Stored items
--------

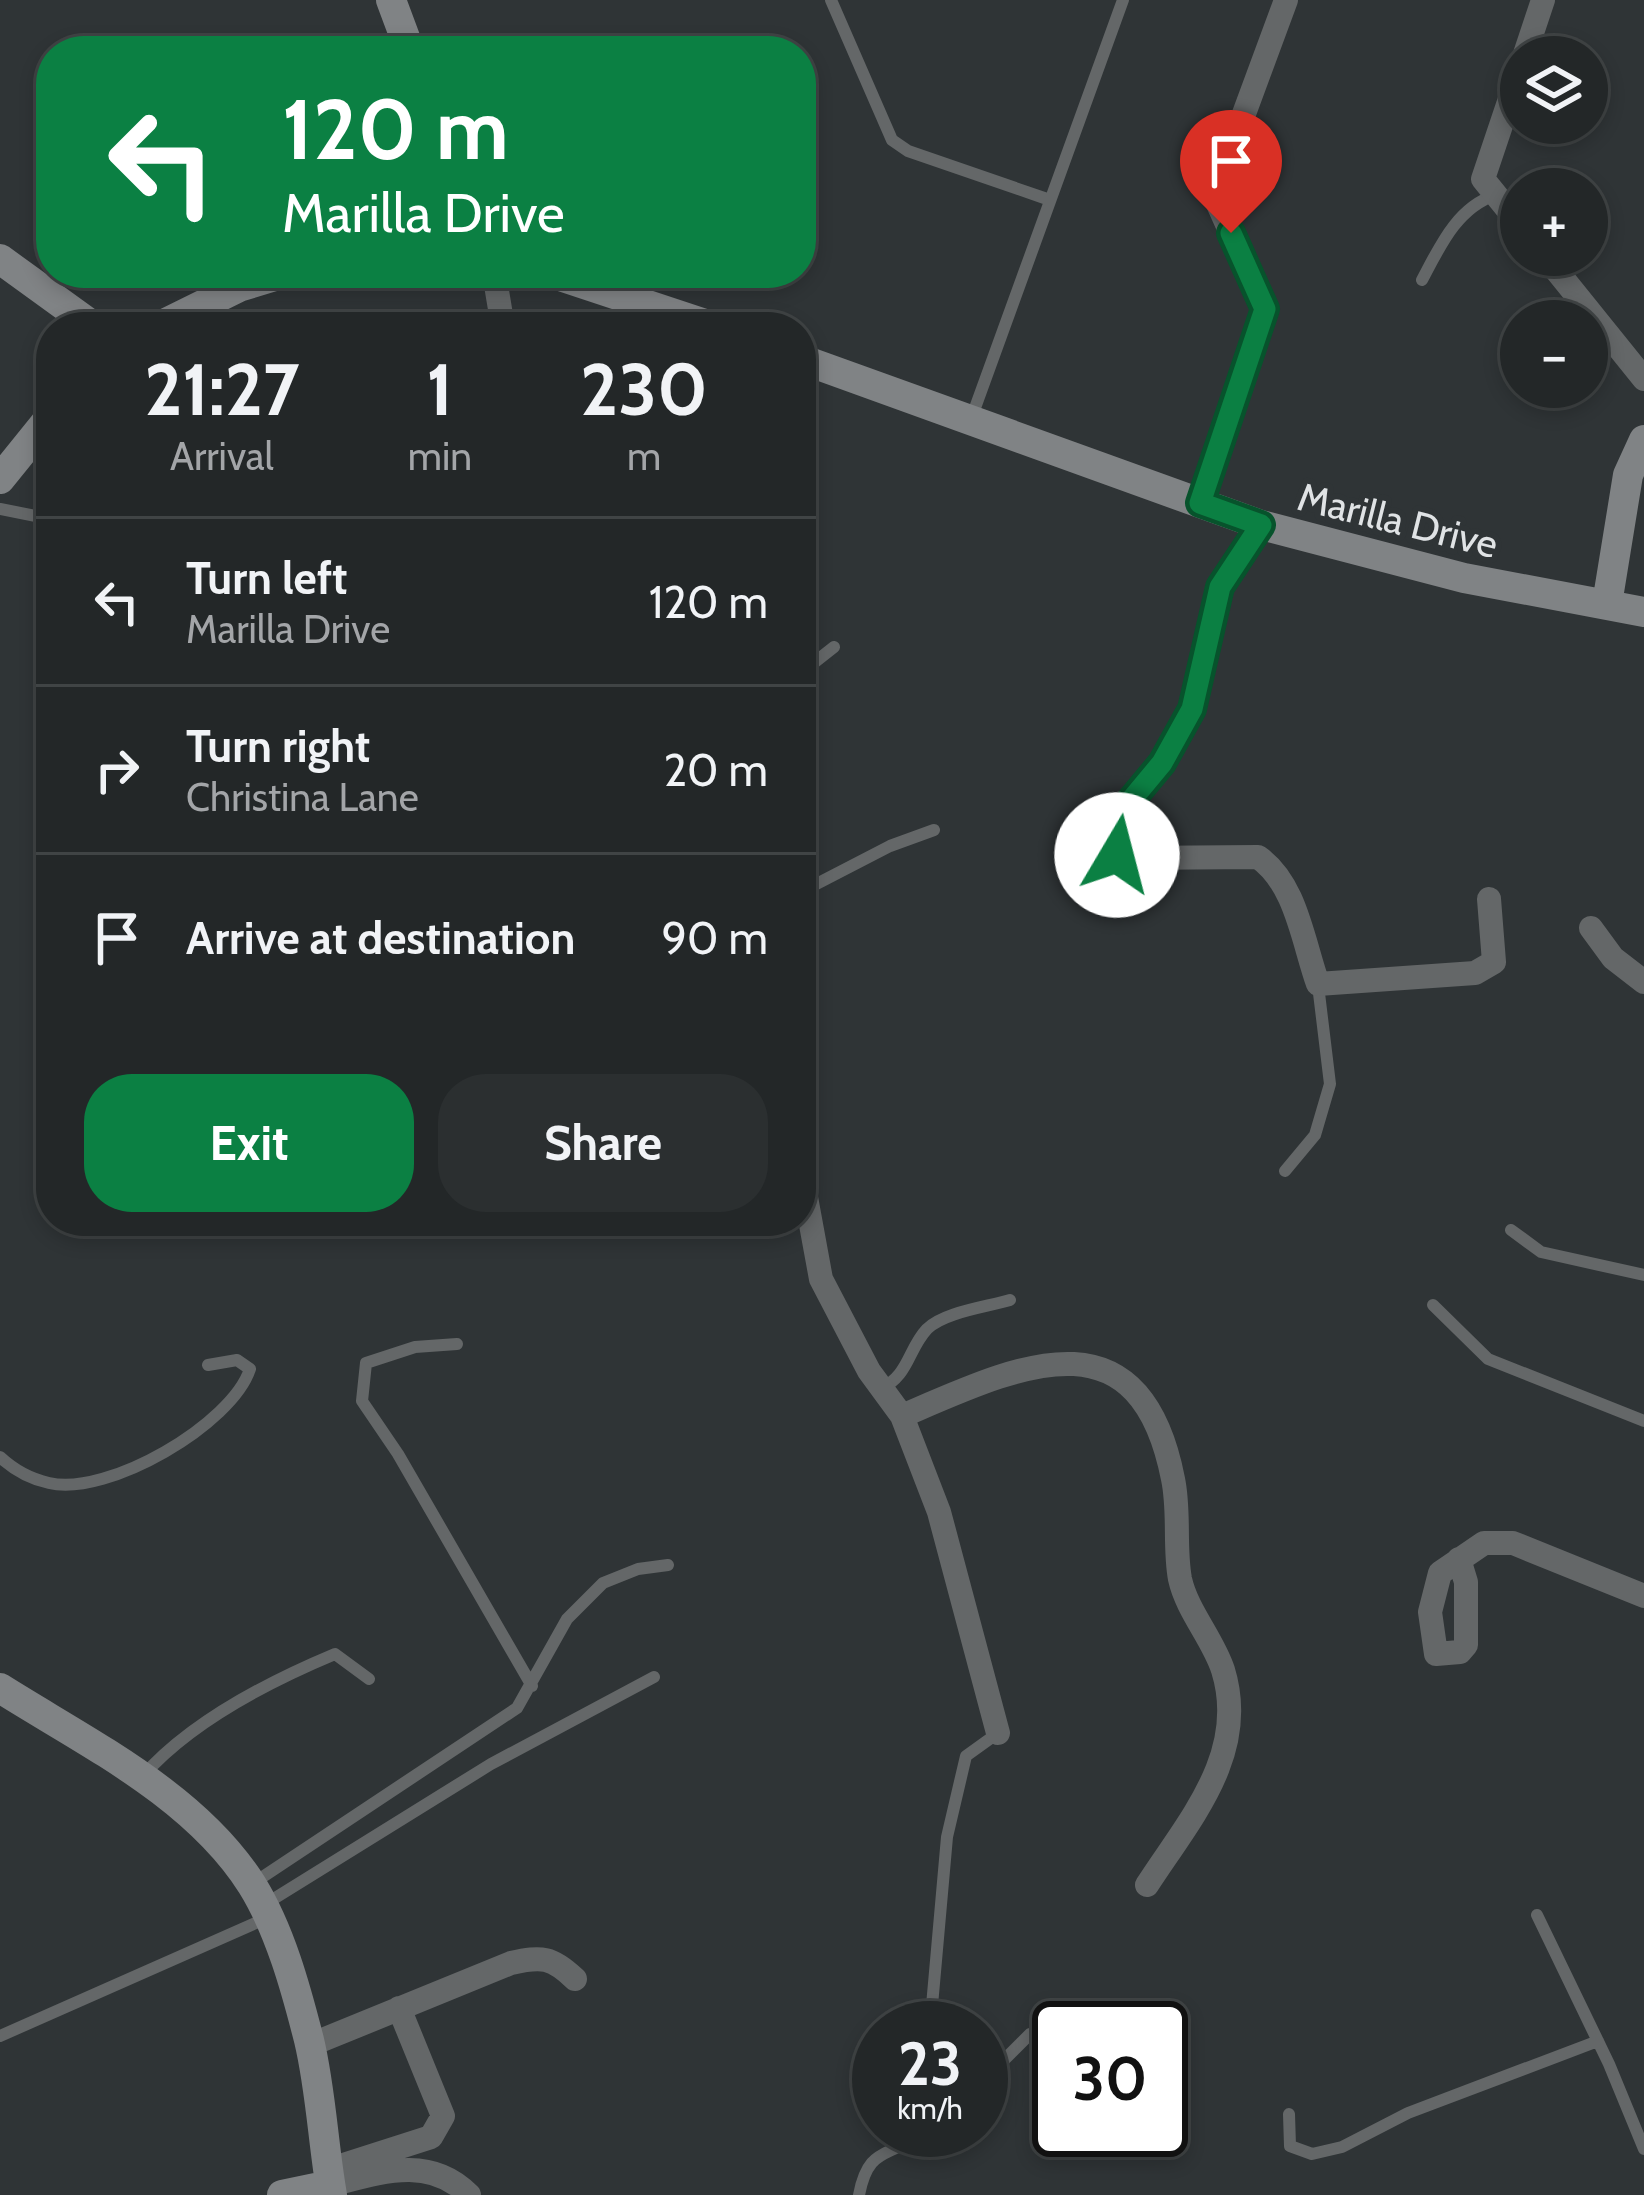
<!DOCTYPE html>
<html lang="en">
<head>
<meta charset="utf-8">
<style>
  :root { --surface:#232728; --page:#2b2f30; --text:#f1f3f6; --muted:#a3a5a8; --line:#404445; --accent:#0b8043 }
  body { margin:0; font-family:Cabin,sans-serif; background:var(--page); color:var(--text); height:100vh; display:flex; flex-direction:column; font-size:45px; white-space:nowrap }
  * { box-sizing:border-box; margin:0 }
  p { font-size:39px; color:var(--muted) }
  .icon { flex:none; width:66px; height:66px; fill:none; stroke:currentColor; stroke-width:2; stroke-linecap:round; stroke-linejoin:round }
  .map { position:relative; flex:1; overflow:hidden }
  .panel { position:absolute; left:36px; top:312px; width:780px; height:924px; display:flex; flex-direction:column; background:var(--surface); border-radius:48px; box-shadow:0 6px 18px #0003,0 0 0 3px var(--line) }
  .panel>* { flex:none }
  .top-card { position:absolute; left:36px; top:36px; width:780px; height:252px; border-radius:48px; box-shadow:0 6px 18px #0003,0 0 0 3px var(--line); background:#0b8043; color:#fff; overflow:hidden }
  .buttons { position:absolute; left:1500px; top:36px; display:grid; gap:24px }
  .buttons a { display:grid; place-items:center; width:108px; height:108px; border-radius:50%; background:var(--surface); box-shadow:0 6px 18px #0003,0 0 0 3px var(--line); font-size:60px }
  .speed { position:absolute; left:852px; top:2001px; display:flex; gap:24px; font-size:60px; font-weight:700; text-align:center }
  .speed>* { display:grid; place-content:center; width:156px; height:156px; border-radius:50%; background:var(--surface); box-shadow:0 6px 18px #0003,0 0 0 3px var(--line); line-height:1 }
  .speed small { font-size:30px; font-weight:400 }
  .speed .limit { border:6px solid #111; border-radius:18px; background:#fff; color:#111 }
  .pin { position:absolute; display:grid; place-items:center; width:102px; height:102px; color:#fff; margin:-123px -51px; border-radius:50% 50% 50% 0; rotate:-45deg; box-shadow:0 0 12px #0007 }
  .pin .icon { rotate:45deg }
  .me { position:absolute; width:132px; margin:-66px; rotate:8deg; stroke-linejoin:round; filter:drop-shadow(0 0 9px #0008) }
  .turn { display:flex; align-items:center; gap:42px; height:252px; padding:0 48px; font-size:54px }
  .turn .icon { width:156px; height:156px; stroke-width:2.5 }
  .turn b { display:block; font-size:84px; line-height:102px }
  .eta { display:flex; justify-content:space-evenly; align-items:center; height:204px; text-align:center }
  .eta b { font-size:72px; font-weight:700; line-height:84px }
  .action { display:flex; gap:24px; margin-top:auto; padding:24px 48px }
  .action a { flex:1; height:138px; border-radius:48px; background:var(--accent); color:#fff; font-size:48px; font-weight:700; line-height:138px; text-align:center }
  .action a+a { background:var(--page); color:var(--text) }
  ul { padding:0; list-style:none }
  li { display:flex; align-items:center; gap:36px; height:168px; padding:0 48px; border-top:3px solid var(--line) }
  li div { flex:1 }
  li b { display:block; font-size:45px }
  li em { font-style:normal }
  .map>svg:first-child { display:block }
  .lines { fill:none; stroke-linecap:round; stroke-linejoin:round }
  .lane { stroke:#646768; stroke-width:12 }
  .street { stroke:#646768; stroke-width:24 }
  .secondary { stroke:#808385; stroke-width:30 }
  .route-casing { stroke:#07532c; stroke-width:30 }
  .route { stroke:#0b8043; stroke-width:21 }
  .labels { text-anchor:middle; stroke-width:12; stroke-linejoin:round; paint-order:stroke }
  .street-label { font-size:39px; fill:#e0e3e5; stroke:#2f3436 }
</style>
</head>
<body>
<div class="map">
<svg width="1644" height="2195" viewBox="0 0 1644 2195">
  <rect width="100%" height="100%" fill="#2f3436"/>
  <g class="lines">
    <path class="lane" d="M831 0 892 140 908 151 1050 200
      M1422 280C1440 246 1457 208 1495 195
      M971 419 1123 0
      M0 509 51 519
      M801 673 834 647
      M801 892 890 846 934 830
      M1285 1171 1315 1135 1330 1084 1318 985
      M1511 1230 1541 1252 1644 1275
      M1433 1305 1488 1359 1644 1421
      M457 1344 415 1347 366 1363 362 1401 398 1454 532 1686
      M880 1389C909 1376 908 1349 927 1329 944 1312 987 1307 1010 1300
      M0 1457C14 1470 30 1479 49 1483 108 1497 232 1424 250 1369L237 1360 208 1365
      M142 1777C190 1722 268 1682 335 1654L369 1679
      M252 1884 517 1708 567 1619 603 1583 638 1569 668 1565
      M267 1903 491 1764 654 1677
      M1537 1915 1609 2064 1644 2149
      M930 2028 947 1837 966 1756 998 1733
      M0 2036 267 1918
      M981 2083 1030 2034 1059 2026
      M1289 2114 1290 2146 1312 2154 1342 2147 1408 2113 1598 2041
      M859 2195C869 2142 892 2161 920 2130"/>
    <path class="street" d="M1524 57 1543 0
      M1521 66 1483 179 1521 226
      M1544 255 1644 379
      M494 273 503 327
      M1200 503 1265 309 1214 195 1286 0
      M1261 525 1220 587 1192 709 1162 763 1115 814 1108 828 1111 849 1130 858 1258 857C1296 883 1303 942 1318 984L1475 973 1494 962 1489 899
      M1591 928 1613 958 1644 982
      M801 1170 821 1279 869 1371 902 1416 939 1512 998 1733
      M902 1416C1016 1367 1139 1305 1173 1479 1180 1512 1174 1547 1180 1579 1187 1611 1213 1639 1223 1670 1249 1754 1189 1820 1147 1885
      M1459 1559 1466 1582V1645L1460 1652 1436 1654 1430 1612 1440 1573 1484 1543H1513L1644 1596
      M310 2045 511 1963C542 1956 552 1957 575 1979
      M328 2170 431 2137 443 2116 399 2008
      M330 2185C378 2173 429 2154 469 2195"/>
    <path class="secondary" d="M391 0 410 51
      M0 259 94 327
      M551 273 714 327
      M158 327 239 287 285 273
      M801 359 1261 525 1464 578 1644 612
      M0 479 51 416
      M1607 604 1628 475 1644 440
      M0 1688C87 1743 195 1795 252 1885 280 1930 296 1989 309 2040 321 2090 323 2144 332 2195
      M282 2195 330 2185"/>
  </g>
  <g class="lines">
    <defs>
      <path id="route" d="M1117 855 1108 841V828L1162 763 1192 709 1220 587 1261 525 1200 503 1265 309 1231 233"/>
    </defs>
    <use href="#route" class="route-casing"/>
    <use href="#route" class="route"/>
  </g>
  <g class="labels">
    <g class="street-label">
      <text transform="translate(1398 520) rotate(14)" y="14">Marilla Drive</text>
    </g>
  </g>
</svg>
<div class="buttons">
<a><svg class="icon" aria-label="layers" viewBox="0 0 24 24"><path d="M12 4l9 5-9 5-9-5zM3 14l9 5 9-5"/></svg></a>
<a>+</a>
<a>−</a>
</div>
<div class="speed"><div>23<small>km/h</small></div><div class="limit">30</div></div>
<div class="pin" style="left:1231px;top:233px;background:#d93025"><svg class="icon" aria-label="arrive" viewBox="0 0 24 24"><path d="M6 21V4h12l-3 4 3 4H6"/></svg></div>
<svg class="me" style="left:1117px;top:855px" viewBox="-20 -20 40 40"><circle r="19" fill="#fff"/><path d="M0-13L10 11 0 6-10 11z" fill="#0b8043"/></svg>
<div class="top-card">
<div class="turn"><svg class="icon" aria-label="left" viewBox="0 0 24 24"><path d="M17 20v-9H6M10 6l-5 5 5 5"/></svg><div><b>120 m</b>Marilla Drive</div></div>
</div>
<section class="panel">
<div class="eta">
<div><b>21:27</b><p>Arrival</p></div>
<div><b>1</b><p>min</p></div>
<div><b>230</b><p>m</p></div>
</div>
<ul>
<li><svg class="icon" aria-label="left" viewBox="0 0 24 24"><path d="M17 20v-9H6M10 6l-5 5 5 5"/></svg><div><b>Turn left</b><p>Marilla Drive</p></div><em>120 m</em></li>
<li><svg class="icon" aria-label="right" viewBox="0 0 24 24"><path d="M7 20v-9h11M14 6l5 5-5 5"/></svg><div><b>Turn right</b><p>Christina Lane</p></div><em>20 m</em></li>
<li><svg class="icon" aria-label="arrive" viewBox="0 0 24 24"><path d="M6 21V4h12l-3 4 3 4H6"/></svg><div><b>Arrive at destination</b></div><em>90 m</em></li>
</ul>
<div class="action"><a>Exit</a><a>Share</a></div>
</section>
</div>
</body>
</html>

--------

# WHAT THE TASK REQUIRES
If a line in the records includes the string "buttons", copy it.

# FINISHED TASK
  .buttons { position:absolute; left:1500px; top:36px; display:grid; gap:24px }
  .buttons a { display:grid; place-items:center; width:108px; height:108px; border-radius:50%; background:var(--surface); box-shadow:0 6px 18px #0003,0 0 0 3px var(--line); font-size:60px }
<div class="buttons">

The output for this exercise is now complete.